Dr Jonah Miller
I am a historian of policing in Britain between the seventeenth and nineteenth centuries. I’m especially interested in how everyday policing practices connect to large, abstract power structures like patriarchy and the state, and how those connections change over time.
I received my BA from Queen’s College, Oxford, and my PhD from King’s College London before arriving in Cambridge as Research Fellow in the study of Prejudice, partly funded by the Andrew W. Mellon Foundation.
My first book, Gender and Policing in Early Modern England, traces the beginnings of a shift from one kind of gendered policing to another: from local government by the heads of middling households to law enforcement by groups of poorer unmarried men.
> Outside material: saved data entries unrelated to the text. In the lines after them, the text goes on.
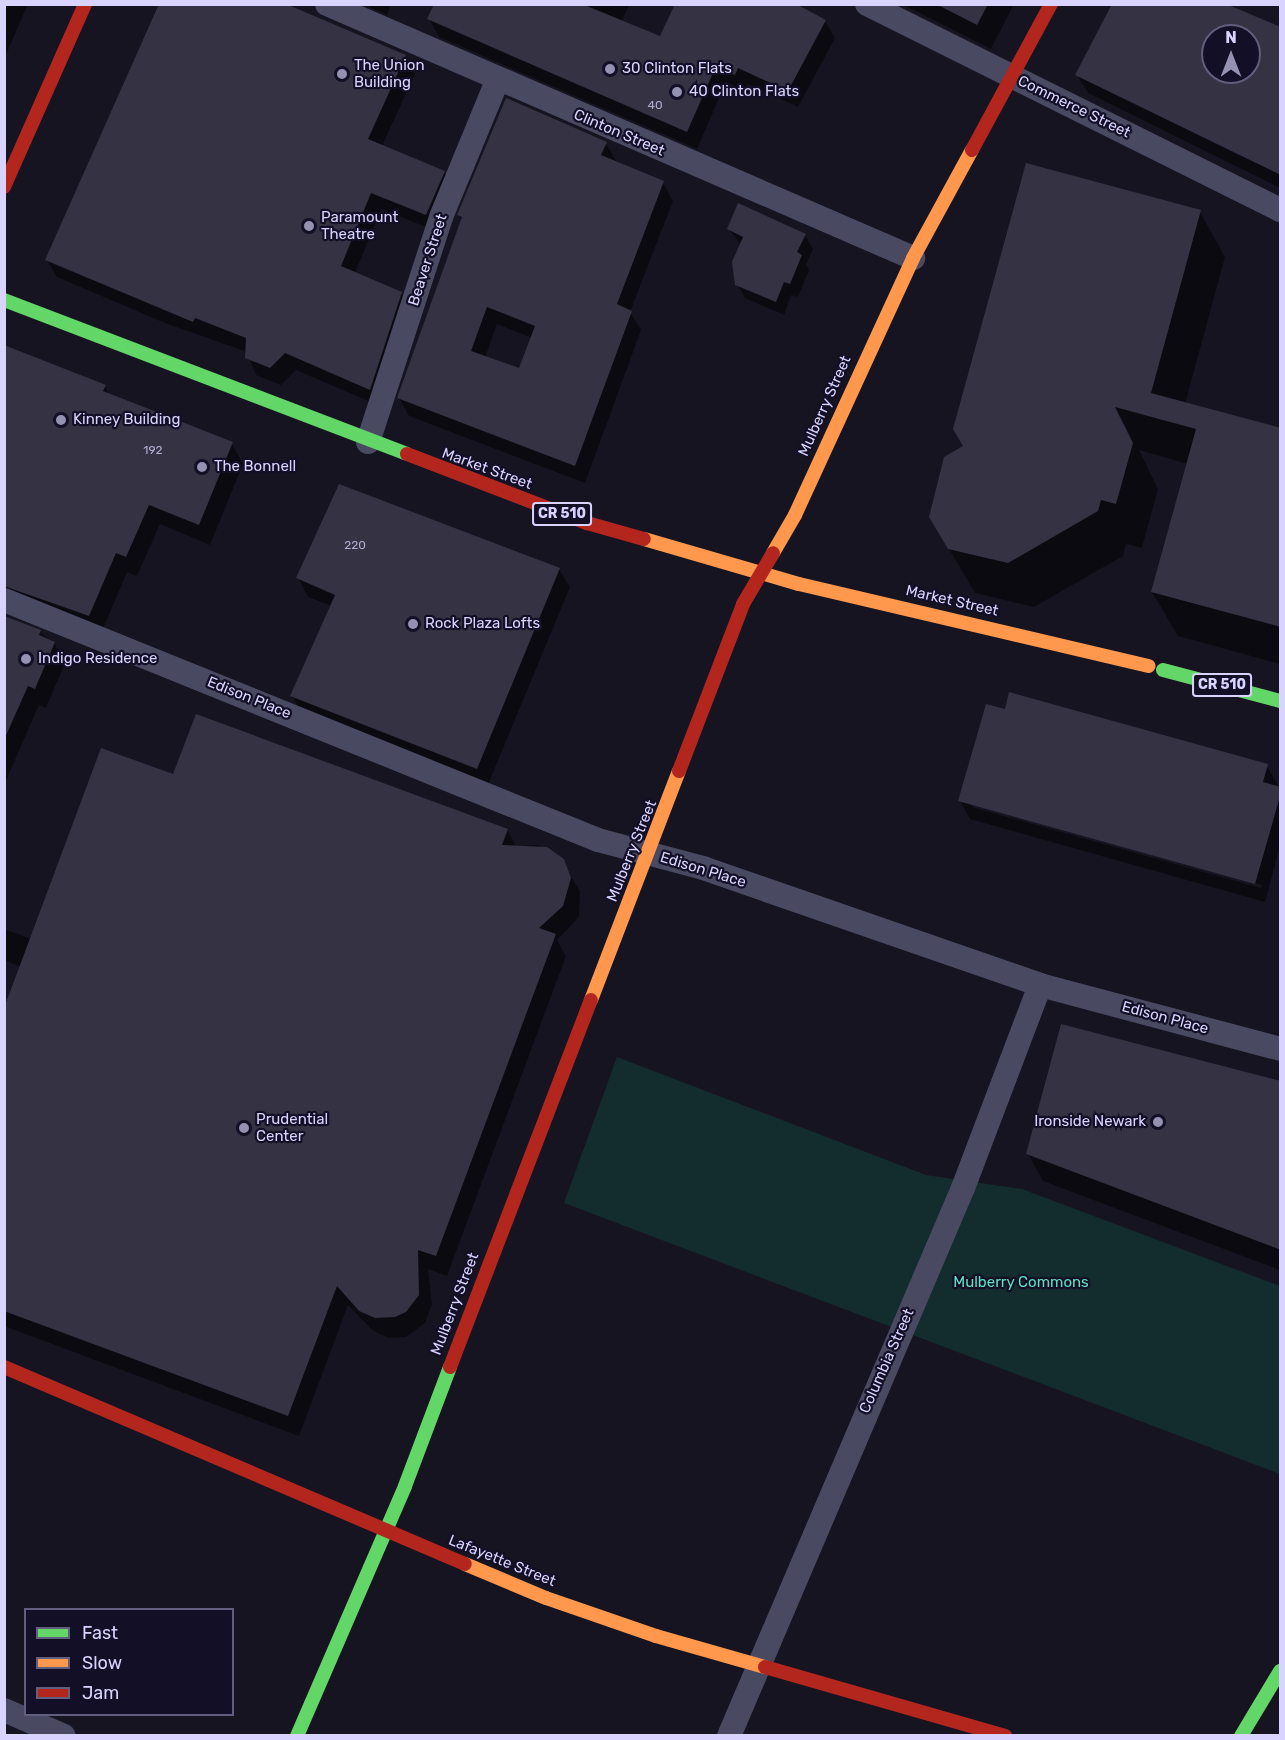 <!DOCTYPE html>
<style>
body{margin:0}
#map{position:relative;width:1285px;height:1740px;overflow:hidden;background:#161421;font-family:Rubik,sans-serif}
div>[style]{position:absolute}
.green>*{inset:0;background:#132c2d}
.shadow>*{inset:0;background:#0007}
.building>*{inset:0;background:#343243}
.street>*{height:24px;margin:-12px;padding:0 12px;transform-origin:12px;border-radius:12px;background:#4a4962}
.fast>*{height:14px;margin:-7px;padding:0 7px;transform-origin:7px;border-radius:7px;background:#63d668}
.slow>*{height:14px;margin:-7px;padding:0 7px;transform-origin:7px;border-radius:7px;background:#ff974d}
.jam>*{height:14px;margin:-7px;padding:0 7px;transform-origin:7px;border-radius:7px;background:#b3261e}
.dots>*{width:16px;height:16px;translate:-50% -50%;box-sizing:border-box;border:3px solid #130f26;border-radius:50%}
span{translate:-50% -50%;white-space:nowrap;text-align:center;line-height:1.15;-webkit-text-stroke:4.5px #130f26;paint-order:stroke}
.number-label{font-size:12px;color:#b0acd0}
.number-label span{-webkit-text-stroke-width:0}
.shield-label span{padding:2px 4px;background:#130f26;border:2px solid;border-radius:4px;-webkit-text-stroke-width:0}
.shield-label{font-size:14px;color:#d9d4ff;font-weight:700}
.poi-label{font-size:15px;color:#d9d4ff}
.left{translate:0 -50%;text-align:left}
.right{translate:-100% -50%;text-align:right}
.street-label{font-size:15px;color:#d9d4ff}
.park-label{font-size:15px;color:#5fe0c0}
.frame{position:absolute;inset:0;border:6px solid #d9d4ff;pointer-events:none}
.legend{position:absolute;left:24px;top:1608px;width:210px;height:108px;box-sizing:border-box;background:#130f26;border:2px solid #625e7d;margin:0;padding:8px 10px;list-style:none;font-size:18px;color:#d9d4ff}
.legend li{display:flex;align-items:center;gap:12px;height:30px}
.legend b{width:30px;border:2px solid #625e7d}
.north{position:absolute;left:1201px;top:24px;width:60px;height:60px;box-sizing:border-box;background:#130f26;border:2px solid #625e7d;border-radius:50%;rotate:0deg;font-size:16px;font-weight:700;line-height:24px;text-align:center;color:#d9d4ff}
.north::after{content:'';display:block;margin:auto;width:21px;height:27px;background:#9591b1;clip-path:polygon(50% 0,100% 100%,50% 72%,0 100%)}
</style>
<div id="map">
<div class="green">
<i style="clip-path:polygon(617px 1057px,926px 1175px,1022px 1189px,1280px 1286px,1280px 1474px,564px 1203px)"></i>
</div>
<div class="shadow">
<i style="clip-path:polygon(4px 4px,28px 4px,4px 59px)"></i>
<i style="clip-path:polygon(362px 4px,391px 4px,387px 15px)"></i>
<i style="clip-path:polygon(435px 4px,630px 4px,622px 20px,660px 38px,825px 21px,835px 38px,798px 107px,748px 84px,745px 91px,726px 82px,697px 149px,439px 37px,429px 19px)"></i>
<i style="clip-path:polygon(902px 4px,1014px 4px,991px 49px)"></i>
<i style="clip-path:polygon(evenodd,1113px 4px,1233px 4px,1231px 8px,1280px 28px,1280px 188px,1088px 93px,1077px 75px,1113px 4px,1213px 36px,1249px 36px,1249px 72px,1213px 72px,1213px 36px)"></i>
<i style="clip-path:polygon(405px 57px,415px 74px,382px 146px,444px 172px,454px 190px,436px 231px,381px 209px,355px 273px,401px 293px,411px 311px,380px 406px,296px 370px,281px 385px,256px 375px,247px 352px,165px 323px,57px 277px,47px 260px)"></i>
<i style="clip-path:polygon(evenodd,606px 143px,616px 161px,663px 183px,673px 201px,630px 312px,641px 330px,585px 483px,409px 416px,399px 398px,462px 221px,459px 215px,606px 143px,497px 324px,532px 338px,520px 370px,485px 358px,497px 324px)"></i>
<i style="clip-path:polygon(1200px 212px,1225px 257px,1185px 404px,1280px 430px,1280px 664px,1178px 636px,1152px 592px,1188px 464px,1139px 450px,1158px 489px,1142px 548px,1126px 544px,1123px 556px,1034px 607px,975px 593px,930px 517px,965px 447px)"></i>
<i style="clip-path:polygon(729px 229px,805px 235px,813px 249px,806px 264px,809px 270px,798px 297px,791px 295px,784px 315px,745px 298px,737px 284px,741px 245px)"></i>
<i style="clip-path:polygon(4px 346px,105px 386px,110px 396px,232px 444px,243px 464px,210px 545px,160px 524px,137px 576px,127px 572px,100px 636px,4px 612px)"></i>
<i style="clip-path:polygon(559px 569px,570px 587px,487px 787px,302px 714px,292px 696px,332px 606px,308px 597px,298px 578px)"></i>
<i style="clip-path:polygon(4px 617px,40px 632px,54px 643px,65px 663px,46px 708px,39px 705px,4px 785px)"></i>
<i style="clip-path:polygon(evenodd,1267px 766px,1280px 789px,1280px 846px,1265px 902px,970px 819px,960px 801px,1267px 766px,972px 804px,1262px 885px,1261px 888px,972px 807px,972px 804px)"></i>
<i style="clip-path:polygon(174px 776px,507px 830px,516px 846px,537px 845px,556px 853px,580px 891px,579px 917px,557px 940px,566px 956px,447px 1276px,428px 1269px,432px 1304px,425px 1323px,406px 1337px,388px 1338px,372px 1330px,348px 1305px,299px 1436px,4px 1326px,4px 1012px,21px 967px,4px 960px,4px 929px,32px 939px)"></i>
<i style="clip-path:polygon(1280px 1084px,1280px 1270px,1043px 1181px,1028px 1154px)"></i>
</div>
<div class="building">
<i style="clip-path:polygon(159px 4px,286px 4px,406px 55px,368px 139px,445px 171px,426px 215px,371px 193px,341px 266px,402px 292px,370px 390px,285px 353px,270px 368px,245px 358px,246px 338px,195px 318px,193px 322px,45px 260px)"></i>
<i style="clip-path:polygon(434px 4px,582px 4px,660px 36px,675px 4px,796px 4px,826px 20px,788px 91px,738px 68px,735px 75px,716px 66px,687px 132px,427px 19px)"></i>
<i style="clip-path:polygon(936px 4px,988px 4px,977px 25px)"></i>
<i style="clip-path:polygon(evenodd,1112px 4px,1226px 4px,1281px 27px,1281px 175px,1075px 75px,1112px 4px,1213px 36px,1249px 36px,1249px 72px,1213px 72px,1213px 36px)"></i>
<i style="clip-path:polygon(evenodd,506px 98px,607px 142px,601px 155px,664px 181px,617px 304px,632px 311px,575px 466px,397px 398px,462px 217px,457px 215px,506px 98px,487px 307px,535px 326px,519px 368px,471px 351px,487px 307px)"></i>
<i style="clip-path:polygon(1026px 163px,1201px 210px,1151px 393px,1281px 428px,1281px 627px,1151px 592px,1196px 429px,1115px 407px,1133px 443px,1116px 504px,1101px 500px,1098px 511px,1008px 563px,948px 549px,929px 517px,944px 457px,963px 446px,953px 429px)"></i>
<i style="clip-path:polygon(738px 203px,806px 234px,797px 252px,802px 255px,790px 284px,784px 282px,776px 302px,735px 285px,732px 262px,743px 237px,727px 229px)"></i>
<i style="clip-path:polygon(4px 345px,106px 385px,103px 391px,233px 442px,199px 525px,149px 505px,126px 557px,116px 553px,89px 616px,4px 586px)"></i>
<i style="clip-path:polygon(339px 484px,560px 568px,477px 769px,290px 696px,335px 595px,296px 578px)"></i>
<i style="clip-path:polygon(4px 616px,41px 630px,39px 635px,55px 642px,35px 689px,28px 686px,4px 740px)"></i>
<i style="clip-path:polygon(1009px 692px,1268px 764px,1263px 782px,1281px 787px,1281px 793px,1255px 884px,958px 801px,986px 704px,1005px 709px)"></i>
<i style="clip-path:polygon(196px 714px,508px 829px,502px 845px,547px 847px,564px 859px,571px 878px,563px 906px,539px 928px,556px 934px,436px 1256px,418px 1250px,419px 1295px,406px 1312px,395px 1317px,375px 1318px,359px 1311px,337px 1286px,288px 1416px,4px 1311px,4px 1008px,101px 748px,173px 774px)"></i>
<i style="clip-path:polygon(1061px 1024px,1281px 1081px,1281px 1250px,1026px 1154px)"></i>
</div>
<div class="street">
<i style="left:327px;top:4px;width:639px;rotate:23.43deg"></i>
<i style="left:867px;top:4px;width:462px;rotate:26.5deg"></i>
<i style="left:368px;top:442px;width:237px;rotate:-72deg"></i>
<i style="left:441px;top:217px;width:147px;rotate:-67.6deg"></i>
<i style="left:4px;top:600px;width:641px;rotate:22deg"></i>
<i style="left:598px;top:840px;width:109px;rotate:14.9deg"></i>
<i style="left:703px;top:868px;width:357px;rotate:19.1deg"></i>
<i style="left:1040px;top:985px;width:248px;rotate:14.9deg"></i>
<i style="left:4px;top:1710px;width:65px;rotate:23.4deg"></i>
<i style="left:729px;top:1736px;width:596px;rotate:-66.88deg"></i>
<i style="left:963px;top:1188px;width:217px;rotate:-69.2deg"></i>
</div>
<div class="fast">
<i style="left:4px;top:300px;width:431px;rotate:20.9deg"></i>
<i style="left:1163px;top:670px;width:121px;rotate:14.8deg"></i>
<i style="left:297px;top:1736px;width:272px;rotate:-66.6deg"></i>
<i style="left:405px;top:1486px;width:127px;rotate:-69.3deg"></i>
<i style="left:1241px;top:1736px;width:76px;rotate:-59deg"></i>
</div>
<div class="slow">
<i style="left:644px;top:539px;width:161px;rotate:16.2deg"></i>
<i style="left:799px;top:584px;width:359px;rotate:13.2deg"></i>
<i style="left:773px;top:553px;width:44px;rotate:-59.9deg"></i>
<i style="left:795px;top:515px;width:283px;rotate:-65.3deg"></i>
<i style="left:913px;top:258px;width:123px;rotate:-61.4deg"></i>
<i style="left:591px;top:1000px;width:245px;rotate:-69deg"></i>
<i style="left:465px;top:1564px;width:88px;rotate:22.8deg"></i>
<i style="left:546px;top:1598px;width:116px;rotate:19.1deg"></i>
<i style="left:656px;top:1636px;width:113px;rotate:15.9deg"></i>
</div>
<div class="jam">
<i style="left:972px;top:150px;width:166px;rotate:-61.6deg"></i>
<i style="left:4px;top:187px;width:200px;rotate:-66.1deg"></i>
<i style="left:407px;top:454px;width:193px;rotate:21deg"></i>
<i style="left:587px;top:523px;width:59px;rotate:15.7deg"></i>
<i style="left:679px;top:771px;width:179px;rotate:-69deg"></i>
<i style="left:743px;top:604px;width:59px;rotate:-59.5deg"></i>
<i style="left:4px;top:1367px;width:501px;rotate:23.14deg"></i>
<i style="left:450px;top:1367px;width:393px;rotate:-69deg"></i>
<i style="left:765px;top:1667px;width:250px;rotate:16deg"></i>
</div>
<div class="dots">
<i style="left:610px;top:69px;background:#9591b1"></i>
<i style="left:342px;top:74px;background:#9591b1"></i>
<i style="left:677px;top:92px;background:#9591b1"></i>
<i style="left:309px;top:226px;background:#9591b1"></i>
<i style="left:61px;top:420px;background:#9591b1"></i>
<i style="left:202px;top:467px;background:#9591b1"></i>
<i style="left:413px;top:624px;background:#9591b1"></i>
<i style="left:26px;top:659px;background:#9591b1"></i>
<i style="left:1158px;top:1122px;background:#9591b1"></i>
<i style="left:244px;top:1128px;background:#9591b1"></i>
</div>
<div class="number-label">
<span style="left:655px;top:106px">40</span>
<span style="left:153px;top:451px">192</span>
<span style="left:355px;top:546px">220</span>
</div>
<div class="shield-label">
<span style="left:562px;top:514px">CR 510</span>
<span style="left:1222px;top:685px">CR 510</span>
</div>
<div class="poi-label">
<span class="left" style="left:354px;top:74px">The Union<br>Building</span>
<span class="left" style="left:622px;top:69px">30 Clinton Flats</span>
<span class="left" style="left:689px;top:92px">40 Clinton Flats</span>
<span class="left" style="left:321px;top:226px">Paramount<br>Theatre</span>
<span class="left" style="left:73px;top:420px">Kinney Building</span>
<span class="left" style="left:214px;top:467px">The Bonnell</span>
<span class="left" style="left:425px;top:624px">Rock Plaza Lofts</span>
<span class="left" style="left:38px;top:659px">Indigo Residence</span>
<span class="left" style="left:256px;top:1128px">Prudential<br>Center</span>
<span class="right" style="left:1146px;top:1122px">Ironside Newark</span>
</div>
<div class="street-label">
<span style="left:1074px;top:107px;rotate:26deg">Commerce Street</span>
<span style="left:619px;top:133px;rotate:23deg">Clinton Street</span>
<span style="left:428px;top:260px;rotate:-72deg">Beaver Street</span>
<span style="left:825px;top:406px;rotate:-66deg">Mulberry Street</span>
<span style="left:487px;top:469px;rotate:20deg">Market Street</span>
<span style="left:952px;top:601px;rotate:13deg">Market Street</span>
<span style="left:249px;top:698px;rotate:22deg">Edison Place</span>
<span style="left:632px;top:851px;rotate:-68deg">Mulberry Street</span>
<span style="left:703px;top:870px;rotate:17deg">Edison Place</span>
<span style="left:1165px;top:1018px;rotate:15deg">Edison Place</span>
<span style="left:455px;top:1304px;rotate:-69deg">Mulberry Street</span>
<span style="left:887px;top:1361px;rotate:-66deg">Columbia Street</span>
<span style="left:502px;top:1561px;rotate:22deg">Lafayette Street</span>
</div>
<div class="park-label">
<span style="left:1021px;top:1283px">Mulberry Commons</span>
</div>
<div class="frame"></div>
<ul class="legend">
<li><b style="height:8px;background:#63d668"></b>Fast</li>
<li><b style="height:8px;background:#ff974d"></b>Slow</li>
<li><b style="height:8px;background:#b3261e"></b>Jam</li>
</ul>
<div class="north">N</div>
</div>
It combines social, legal, and gender history to explore the changing relationship between patriarchy and the state.
I’m now working on two new projects. The first is about a long-forgotten killing by a London police officer in the mid-nineteenth century. This case offers new insights into the relations between policing, poverty, and radical politics in the early years of professionalised law enforcement.
The second project is a longer-term legal history of arrests and other forms of capture in the common law world. This explores the boundaries between legal and extralegal coercion in Britain and across the British empire. Lawyers and others remade the law of arrest for different persons, places, and political contexts, reflecting and shaping ideas of liberty, hierarchy, and state power.